(Information supplied):
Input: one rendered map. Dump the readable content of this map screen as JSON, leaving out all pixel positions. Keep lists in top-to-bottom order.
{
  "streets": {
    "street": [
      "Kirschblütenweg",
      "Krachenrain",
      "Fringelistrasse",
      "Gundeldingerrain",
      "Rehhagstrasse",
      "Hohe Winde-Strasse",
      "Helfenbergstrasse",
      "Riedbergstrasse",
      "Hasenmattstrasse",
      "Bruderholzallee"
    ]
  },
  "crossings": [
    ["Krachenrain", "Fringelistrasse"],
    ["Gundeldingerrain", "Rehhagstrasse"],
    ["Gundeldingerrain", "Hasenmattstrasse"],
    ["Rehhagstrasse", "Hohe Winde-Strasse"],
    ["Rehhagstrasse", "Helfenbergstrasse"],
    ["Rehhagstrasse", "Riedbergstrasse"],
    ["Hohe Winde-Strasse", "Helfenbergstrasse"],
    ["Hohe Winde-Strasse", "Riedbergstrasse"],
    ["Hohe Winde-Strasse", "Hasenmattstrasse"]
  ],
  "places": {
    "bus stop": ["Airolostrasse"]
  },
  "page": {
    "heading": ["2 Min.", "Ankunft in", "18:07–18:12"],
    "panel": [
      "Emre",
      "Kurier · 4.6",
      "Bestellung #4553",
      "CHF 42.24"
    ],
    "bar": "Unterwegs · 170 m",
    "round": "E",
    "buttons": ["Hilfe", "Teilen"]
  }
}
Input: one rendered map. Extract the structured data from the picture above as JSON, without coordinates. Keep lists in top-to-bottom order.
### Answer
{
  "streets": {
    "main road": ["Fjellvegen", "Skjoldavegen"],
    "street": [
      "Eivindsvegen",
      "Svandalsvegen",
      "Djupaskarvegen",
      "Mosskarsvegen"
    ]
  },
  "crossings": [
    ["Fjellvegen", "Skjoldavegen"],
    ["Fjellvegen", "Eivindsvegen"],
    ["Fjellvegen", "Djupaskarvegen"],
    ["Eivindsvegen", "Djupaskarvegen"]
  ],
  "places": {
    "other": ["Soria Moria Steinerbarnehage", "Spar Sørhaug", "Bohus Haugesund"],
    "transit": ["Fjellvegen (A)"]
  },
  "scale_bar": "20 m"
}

(How to complete this task):
Return only the lines from the beginning of the material up to and including the line with "Input: one rendered map. Extract", exactly as written.

(Written solution):
Input: one rendered map. Dump the readable content of this map screen as JSON, leaving out all pixel positions. Keep lists in top-to-bottom order.
{
  "streets": {
    "street": [
      "Kirschblütenweg",
      "Krachenrain",
      "Fringelistrasse",
      "Gundeldingerrain",
      "Rehhagstrasse",
      "Hohe Winde-Strasse",
      "Helfenbergstrasse",
      "Riedbergstrasse",
      "Hasenmattstrasse",
      "Bruderholzallee"
    ]
  },
  "crossings": [
    ["Krachenrain", "Fringelistrasse"],
    ["Gundeldingerrain", "Rehhagstrasse"],
    ["Gundeldingerrain", "Hasenmattstrasse"],
    ["Rehhagstrasse", "Hohe Winde-Strasse"],
    ["Rehhagstrasse", "Helfenbergstrasse"],
    ["Rehhagstrasse", "Riedbergstrasse"],
    ["Hohe Winde-Strasse", "Helfenbergstrasse"],
    ["Hohe Winde-Strasse", "Riedbergstrasse"],
    ["Hohe Winde-Strasse", "Hasenmattstrasse"]
  ],
  "places": {
    "bus stop": ["Airolostrasse"]
  },
  "page": {
    "heading": ["2 Min.", "Ankunft in", "18:07–18:12"],
    "panel": [
      "Emre",
      "Kurier · 4.6",
      "Bestellung #4553",
      "CHF 42.24"
    ],
    "bar": "Unterwegs · 170 m",
    "round": "E",
    "buttons": ["Hilfe", "Teilen"]
  }
}
Input: one rendered map. Extract the structured data from the picture above as JSON, without coordinates. Keep lists in top-to-bottom order.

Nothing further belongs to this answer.